SUPPLIED DATA below:

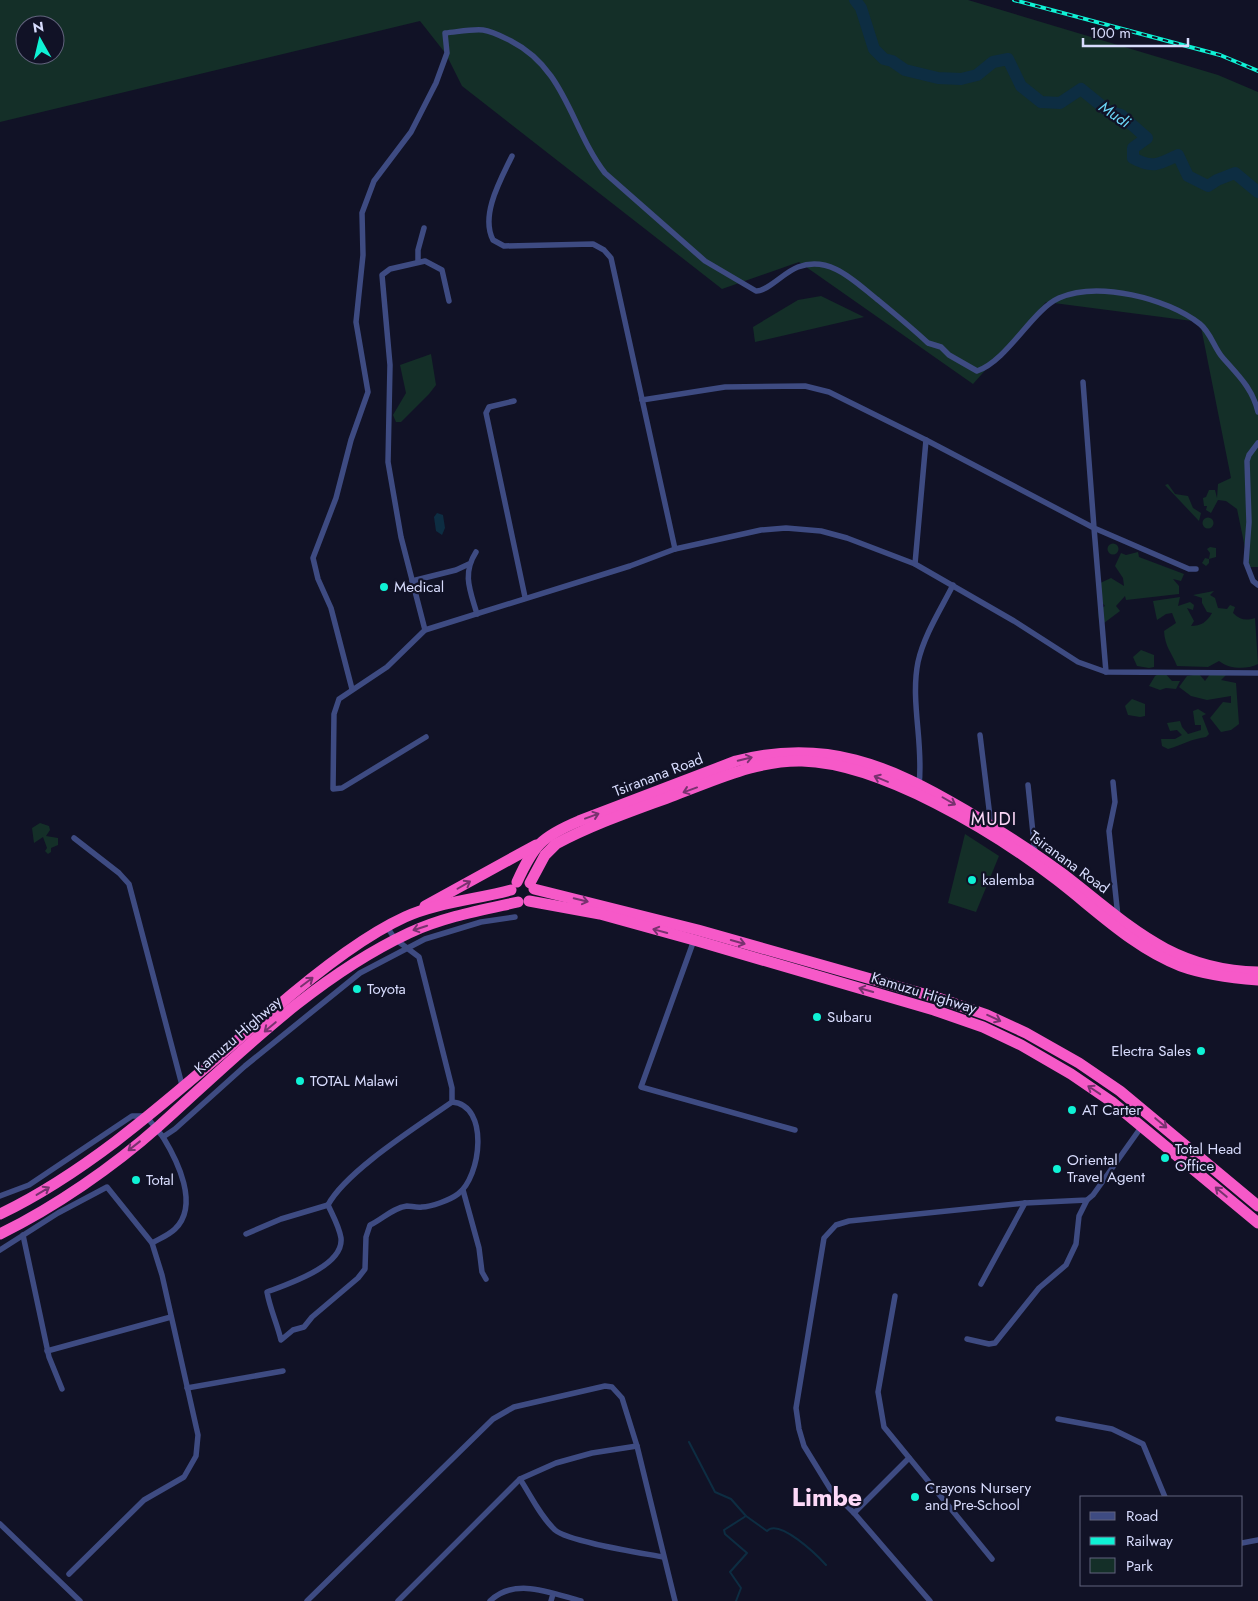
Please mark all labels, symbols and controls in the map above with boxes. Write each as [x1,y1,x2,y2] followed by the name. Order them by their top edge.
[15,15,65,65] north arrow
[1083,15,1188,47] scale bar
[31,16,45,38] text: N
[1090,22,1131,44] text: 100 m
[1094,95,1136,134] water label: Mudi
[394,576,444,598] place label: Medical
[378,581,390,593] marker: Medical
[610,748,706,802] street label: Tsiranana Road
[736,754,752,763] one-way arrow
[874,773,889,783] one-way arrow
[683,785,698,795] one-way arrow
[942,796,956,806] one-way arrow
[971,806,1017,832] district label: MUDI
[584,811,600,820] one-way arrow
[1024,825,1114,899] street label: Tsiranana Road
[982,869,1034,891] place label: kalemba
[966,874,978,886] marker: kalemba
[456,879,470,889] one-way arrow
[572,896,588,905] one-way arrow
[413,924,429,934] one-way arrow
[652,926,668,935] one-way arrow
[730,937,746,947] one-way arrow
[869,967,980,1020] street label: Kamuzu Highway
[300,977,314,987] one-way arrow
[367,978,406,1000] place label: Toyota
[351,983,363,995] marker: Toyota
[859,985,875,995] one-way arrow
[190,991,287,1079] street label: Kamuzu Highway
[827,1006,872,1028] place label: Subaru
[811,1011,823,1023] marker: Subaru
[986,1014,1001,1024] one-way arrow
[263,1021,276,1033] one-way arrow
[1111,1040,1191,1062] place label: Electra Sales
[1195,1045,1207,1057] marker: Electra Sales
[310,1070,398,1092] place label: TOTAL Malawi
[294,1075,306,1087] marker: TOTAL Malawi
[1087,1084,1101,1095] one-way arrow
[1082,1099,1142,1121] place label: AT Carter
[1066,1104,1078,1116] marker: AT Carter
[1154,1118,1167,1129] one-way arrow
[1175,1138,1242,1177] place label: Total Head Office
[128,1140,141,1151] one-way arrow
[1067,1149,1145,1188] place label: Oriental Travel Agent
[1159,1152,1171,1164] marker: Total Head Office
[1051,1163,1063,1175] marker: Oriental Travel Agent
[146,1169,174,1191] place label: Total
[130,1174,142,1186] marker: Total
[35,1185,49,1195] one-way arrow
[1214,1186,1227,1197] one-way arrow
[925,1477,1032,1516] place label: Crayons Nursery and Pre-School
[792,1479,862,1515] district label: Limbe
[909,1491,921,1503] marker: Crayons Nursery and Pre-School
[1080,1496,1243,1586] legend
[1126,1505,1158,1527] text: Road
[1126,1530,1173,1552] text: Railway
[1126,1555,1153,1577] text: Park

End of SUPPLIED DATA.

Your copy of the records above should be exact and contain no pictures.

■ **RESULT OF THIS TASK**:
Please mark all labels, symbols and controls in the map above with boxes. Write each as [x1,y1,x2,y2] followed by the name. Order them by their top edge.
[15,15,65,65] north arrow
[1083,15,1188,47] scale bar
[31,16,45,38] text: N
[1090,22,1131,44] text: 100 m
[1094,95,1136,134] water label: Mudi
[394,576,444,598] place label: Medical
[378,581,390,593] marker: Medical
[610,748,706,802] street label: Tsiranana Road
[736,754,752,763] one-way arrow
[874,773,889,783] one-way arrow
[683,785,698,795] one-way arrow
[942,796,956,806] one-way arrow
[971,806,1017,832] district label: MUDI
[584,811,600,820] one-way arrow
[1024,825,1114,899] street label: Tsiranana Road
[982,869,1034,891] place label: kalemba
[966,874,978,886] marker: kalemba
[456,879,470,889] one-way arrow
[572,896,588,905] one-way arrow
[413,924,429,934] one-way arrow
[652,926,668,935] one-way arrow
[730,937,746,947] one-way arrow
[869,967,980,1020] street label: Kamuzu Highway
[300,977,314,987] one-way arrow
[367,978,406,1000] place label: Toyota
[351,983,363,995] marker: Toyota
[859,985,875,995] one-way arrow
[190,991,287,1079] street label: Kamuzu Highway
[827,1006,872,1028] place label: Subaru
[811,1011,823,1023] marker: Subaru
[986,1014,1001,1024] one-way arrow
[263,1021,276,1033] one-way arrow
[1111,1040,1191,1062] place label: Electra Sales
[1195,1045,1207,1057] marker: Electra Sales
[310,1070,398,1092] place label: TOTAL Malawi
[294,1075,306,1087] marker: TOTAL Malawi
[1087,1084,1101,1095] one-way arrow
[1082,1099,1142,1121] place label: AT Carter
[1066,1104,1078,1116] marker: AT Carter
[1154,1118,1167,1129] one-way arrow
[1175,1138,1242,1177] place label: Total Head Office
[128,1140,141,1151] one-way arrow
[1067,1149,1145,1188] place label: Oriental Travel Agent
[1159,1152,1171,1164] marker: Total Head Office
[1051,1163,1063,1175] marker: Oriental Travel Agent
[146,1169,174,1191] place label: Total
[130,1174,142,1186] marker: Total
[35,1185,49,1195] one-way arrow
[1214,1186,1227,1197] one-way arrow
[925,1477,1032,1516] place label: Crayons Nursery and Pre-School
[792,1479,862,1515] district label: Limbe
[909,1491,921,1503] marker: Crayons Nursery and Pre-School
[1080,1496,1243,1586] legend
[1126,1505,1158,1527] text: Road
[1126,1530,1173,1552] text: Railway
[1126,1555,1153,1577] text: Park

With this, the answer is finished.